Now, once I make a list of potential companies I am considering for my portfolio, I specifically look for “great companies”. Not companies that are just the “stock du jour”, I want companies that have lasting power! Just like Jim Collins spends his time looking for companies that have gone from “Good to Great”, I specifically target companies that are making a difference in our world and growing by leaps and bounds.
Here is how I find great growth companies:
Growth investors are concerned with a company’s future growth potential, and there are many formulas and methods to find such companies. Let’s look at five of the things I look at when searching for growth opportunities.
1. Strong historical earnings growth
I start by looking at a company’s past. Though past results are no guarantee of future results, it is still a great place to start. As a growth investor, I start by looking to see if the company’s annual revenues have been growing in the past. I specifically look for companies with strong Earnings Per Share (EPS) growth over the last five years. Ideally, I like to see strong 10-year EPS growth as well. If a company has displayed good growth over the last five- or 10-year period, there is a strong possibility that this trend is likely to continue.
2. Strong forward earnings growth
My minimum projected five-year growth rate is at least 10-12%, but I prefer companies that show a growth rate in excess of 15%. Though forward estimates are only expectations, it still helps to see how analysts view the company’s future prospects.
3. Strong management team that is controlling costs and growing revenues
I tend to look very closely at profit margins. This is an assessment of a firm’s income as a percentage of its revenue. If a company has margins at 25% that means it is earning 25 cents for every dollar’s worth of products or services it sells.
Margins will vary by industry with retailers often having thin margins due to tight competition. Technology and health-related companies tend to have wider margins with more price flexibility. I look for firms with the best profit-to-sales ratios in its industry with expanding margins quarter-by-quarter and year-by-year.
I find that those with the highest margins tend to have stronger pricing power for their products or better control inputs to produce their products at a lower cost than the competition.

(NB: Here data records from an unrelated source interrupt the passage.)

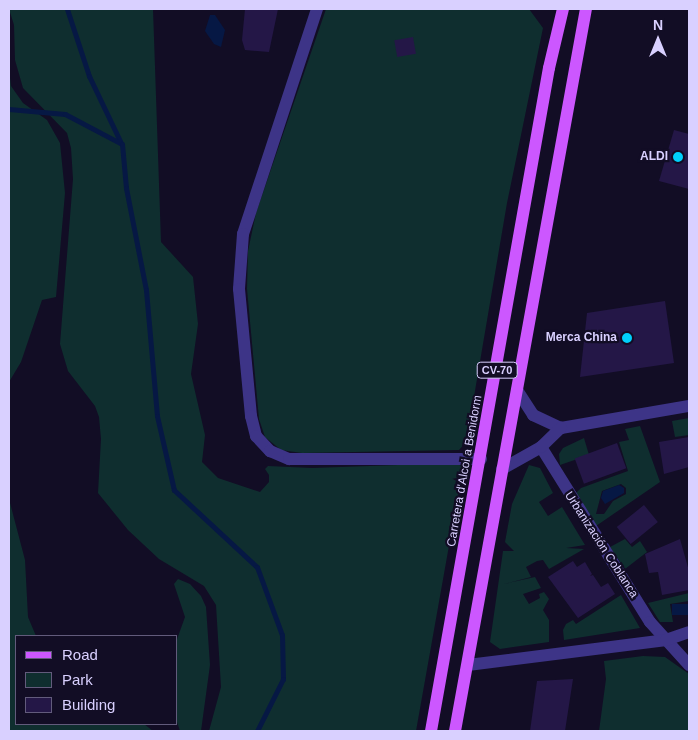 <!DOCTYPE html>
<html>
<head>
<meta charset="utf-8">
<style>
  body { margin:0 }
  #map { position:relative; width:698px; height:740px; overflow:hidden; background:#120d25; font-family:Arial,sans-serif }
  div>[style] { position:absolute }
  .green>* { inset:0; background:#0f2e2f }
  .water>* { inset:0; background:#061844; transform-origin:0 0 }
  .stream>* { height:5px; margin:-2.5px; padding:0 2.5px; transform-origin:2.5px; border-radius:2.5px; background:#061844 }
  .building>* { inset:0; background:#241747; transform-origin:0 0 }
  .minor>* { height:12px; margin:-6px; padding:0 6px; transform-origin:6px; border-radius:6px; background:#3d3487 }
  .major>* { height:12px; margin:-6px; padding:0 6px; transform-origin:6px; border-radius:6px; background:#cc57ff }
  .dots>* { width:14px; height:14px; translate:-50% -50%; box-sizing:border-box; border:2px solid #120d25; border-radius:50% }
  span { translate:-50% -50%; white-space:nowrap; text-align:center; line-height:1.15; -webkit-text-stroke:4.5px #120d25; paint-order:stroke }
  .shield-label span { padding:1px 4px; background:#120d25; border:1px solid; border-radius:4px; -webkit-text-stroke-width:0 }
  .shield-label { font-size:11px; color:#d9d0ff; font-weight:700 }
  .poi-label { font-size:12px; color:#d9d0ff; font-weight:700 }
  .right { translate:-100% -50%; text-align:right }
  .street-label { font-size:12px; color:#d9d0ff }
  .frame { position:absolute; inset:0; border:10px solid #d9d0ff; pointer-events:none }
  .legend { position:absolute; left:15px; top:635px; width:162px; height:90px; box-sizing:border-box; background:#120d25; border:1px solid #625b7c; margin:0; padding:6px 9px; list-style:none; font-size:15px; color:#d9d0ff }
  .legend li { display:flex; align-items:center; gap:10px; height:25px }
  .legend b { width:25px; border:1px solid #625b7c }
  .north { position:absolute; left:633px; top:15px; width:50px; height:50px; -webkit-text-stroke:4px #120d25; paint-order:stroke; rotate:0deg; font-size:14px; font-weight:700; line-height:20px; text-align:center; color:#d9d0ff }
  .north::after { content:''; display:block; margin:auto; width:18px; height:22px; background:#d9d0ff; clip-path:polygon(50% 0,100% 100%,50% 72%,0 100%) }
</style>
</head>
<body>
<div id="map">
  <div class="green">
    <i style="clip-path:polygon(9px 9px,153px 9px,161px 242px,193px 277px,198px 324px,191px 374px,205px 435px,202px 462px,218px 478px,260px 492px,269px 482px,269px 475px,265px 469px,268px 466px,312px 468px,456px 463px,463px 467px,416px 731px,209px 731px,221px 687px,216px 605px,204px 586px,159px 559px,128px 530px,98px 493px,101px 439px,99px 417px,95px 406px,68px 371px,60px 344px,73px 179px,71px 148px,67px 133px,23px 88px,15px 60px,14px 25px)"></i>
    <i style="clip-path:polygon(326px 9px,529px 9px,543px 28px,507px 203px,469px 426px,466px 442px,459px 450px,302px 453px,281px 450px,265px 437px,259px 419px,247px 289px,248px 251px,256px 213px)"></i>
    <i style="clip-path:polygon(9px 69px,11px 86px,23px 103px,47px 120px,60px 143px,65px 193px,56px 297px,42px 300px,21px 362px,9px 382px)"></i>
    <i style="clip-path:polygon(689px 418px,689px 435px,675px 437px,672px 421px)"></i>
    <i style="clip-path:polygon(evenodd,640px 426px,660px 482px,596px 526px,575px 494px,581px 488px,628px 471px,619px 442px,629px 440px,625px 429px,640px 426px,621px 484px,626px 488px,626px 494px,613px 501px,604px 514px,596px 514px,602px 491px,621px 484px)"></i>
    <i style="clip-path:polygon(584px 438px,589px 455px,560px 465px,559px 454px,563px 448px)"></i>
    <i style="clip-path:polygon(529px 465px,540px 468px,553px 493px,539px 502px,548px 516px,562px 507px,585px 545px,566px 548px,584px 549px,549px 569px,543px 560px,537px 561px,526px 567px,531px 577px,504px 584px,535px 577px,541px 588px,523px 594px,529px 604px,540px 598px,539px 594px,544px 592px,549px 599px,543px 610px,549px 620px,549px 642px,500px 649px,490px 642px,503px 551px,514px 551px,505px 542px,512px 504px)"></i>
    <i style="clip-path:polygon(9px 499px,25px 560px,28px 617px,36px 636px,16px 636px,16px 724px,144px 724px,153px 731px,9px 731px)"></i>
    <i style="clip-path:polygon(625px 539px,632px 547px,640px 541px,647px 552px,625px 569px,610px 547px)"></i>
    <i style="clip-path:polygon(178px 579px,190px 584px,201px 596px,206px 607px,210px 665px,201px 731px,180px 731px,176px 719px,176px 642px,185px 617px,174px 584px)"></i>
    <i style="clip-path:polygon(689px 593px,689px 601px,670px 604px,673px 622px,660px 622px,648px 603px)"></i>
    <i style="clip-path:polygon(621px 595px,640px 628px,564px 640px,563px 630px,566px 624px,573px 620px,576px 624px)"></i>
    <i style="clip-path:polygon(643px 656px,665px 657px,689px 674px,689px 731px,599px 731px,606px 679px,604px 661px)"></i>
  </div>
  <div class="water">
    <i style="clip-path:polygon(210px 15px,215px 15px,225px 30px,221px 47px,214px 44px,205px 31px)"></i>
    <i style="clip-path:polygon(619px 485px,624px 488px,624px 493px,605px 504px,601px 498px,603px 491px)"></i>
    <i style="left:689px;top:604px;width:11px;height:17px;rotate:90deg"></i>
  </div>
  <div class="stream">
    <i style="left:67px;top:9px;width:71px;rotate:71.8deg"></i>
    <i style="left:89px;top:76px;width:74px;rotate:64.5deg"></i>
    <i style="left:9px;top:109px;width:56px;rotate:5.1deg"></i>
    <i style="left:65px;top:114px;width:64px;rotate:27.8deg"></i>
    <i style="left:122px;top:144px;width:44px;rotate:84.8deg"></i>
    <i style="left:126px;top:188px;width:104px;rotate:78.9deg"></i>
    <i style="left:146px;top:290px;width:126px;rotate:85deg"></i>
    <i style="left:157px;top:416px;width:76px;rotate:77.1deg"></i>
    <i style="left:174px;top:490px;width:113px;rotate:42.9deg"></i>
    <i style="left:257px;top:567px;width:72px;rotate:69.8deg"></i>
    <i style="left:282px;top:635px;width:44px;rotate:88.7deg"></i>
    <i style="left:283px;top:679px;width:58px;rotate:116.6deg"></i>
  </div>
  <div class="building">
    <i style="clip-path:polygon(245px 9px,278px 9px,269px 52px,245px 50px,242px 40px)"></i>
    <i style="left:413px;top:37px;width:17px;height:19px;rotate:80deg"></i>
    <i style="clip-path:polygon(674px 130px,689px 134px,689px 189px,659px 181px)"></i>
    <i style="clip-path:polygon(665px 301px,674px 363px,580px 377px,587px 313px)"></i>
    <i style="clip-path:polygon(689px 437px,689px 467px,664px 474px,659px 442px)"></i>
    <i style="left:617px;top:443px;width:27px;height:45px;rotate:70deg"></i>
    <i style="left:644px;top:505px;width:22px;height:35px;rotate:51deg"></i>
    <i style="clip-path:polygon(680px 539px,689px 571px,689px 590px,662px 595px,658px 572px,649px 573px,645px 554px)"></i>
    <i style="clip-path:polygon(573px 561px,577px 567px,585px 562px,592px 574px,590px 576px,593px 575px,601px 587px,608px 583px,615px 594px,578px 618px,548px 577px)"></i>
    <i style="clip-path:polygon(573px 679px,565px 731px,530px 731px,537px 681px)"></i>
  </div>
  <div class="minor">
    <i style="left:317px;top:9px;width:237px;rotate:108.2deg"></i>
    <i style="left:243px;top:234px;width:55px;rotate:94.2deg"></i>
    <i style="left:239px;top:289px;width:128px;rotate:84.6deg"></i>
    <i style="left:251px;top:416px;width:21px;rotate:76deg"></i>
    <i style="left:256px;top:436px;width:21px;rotate:47deg"></i>
    <i style="left:270px;top:451px;width:21px;rotate:23deg"></i>
    <i style="left:289px;top:459px;width:192px"></i>
    <i style="left:517px;top:390px;width:30px;rotate:57deg"></i>
    <i style="left:533px;top:415px;width:31px;rotate:25deg"></i>
    <i style="left:561px;top:428px;width:130px;rotate:-9.8deg"></i>
    <i style="left:541px;top:447px;width:206px;rotate:58.1deg"></i>
    <i style="left:650px;top:622px;width:58px;rotate:47.8deg"></i>
    <i style="left:502px;top:469px;width:45px;rotate:-29.4deg"></i>
    <i style="left:541px;top:447px;width:28px;rotate:-44deg"></i>
    <i style="left:468px;top:665px;width:200px;rotate:-7.2deg"></i>
    <i style="left:666px;top:640px;width:24px;rotate:-19deg"></i>
  </div>
  <div class="major">
    <i style="left:431px;top:731px;width:673px;rotate:-79.91deg"></i>
    <i style="left:549px;top:68px;width:61px;rotate:-76.7deg"></i>
    <i style="left:455px;top:731px;width:734px;rotate:-79.72deg"></i>
  </div>
  <div class="dots">
    <i style="left:678px;top:157px;background:#00d0fb"></i>
    <i style="left:627px;top:338px;background:#00d0fb"></i>
  </div>
  <div class="shield-label">
    <span style="left:497px;top:370px">CV-70</span>
  </div>
  <div class="poi-label">
    <span class="right" style="left:668px;top:157px">ALDI</span>
    <span class="right" style="left:617px;top:338px">Merca China</span>
  </div>
  <div class="street-label">
    <span style="left:465px;top:471px;rotate:-80deg">Carretera d'Alcoi a Benidorm</span>
    <span style="left:601px;top:545px;rotate:57deg">Urbanización Coblanca</span>
  </div>
  <div class="frame"></div>
  <ul class="legend">
  <li><b style="height:6px;background:#cc57ff"></b>Road</li>
  <li><b style="height:14px;background:#0f2e2f"></b>Park</li>
  <li><b style="height:14px;background:#241747"></b>Building</li>
  </ul>
  <div class="north">N</div>
</div>
</body>
</html>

By comparing a company’s present profit margins to its past margins and its competition’s profit margins, it helps gauge whether or not management is controlling costs and revenues and improving or lowering margins. To make things easier, I look to pretax margins (simply divide the firm’s income from operations before taxes by its net sales). If a company exceeds its previous five-year average of pre-tax profit margins and also is above the industry average, it certainly makes a good growth stock candidate.
4. Strong, efficient business operations
Here I look at return on equity (ROE). If a company is efficiently using its assets, you will see stable or rising ROE. To get a good pulse on a company, I compare a company’s present ROE with its five-year average ROE and with that of the industry. If it beats both criteria, again it’s a good growth stock candidate.
5. Stocks with a strong chance of doubling in price over the next five years
If a stock cannot realistically double within the next five years, it’s not really a growth stock. So that is why I focus so heavily on a 15% annual growth rate, which would enable the stock to double within the next five years.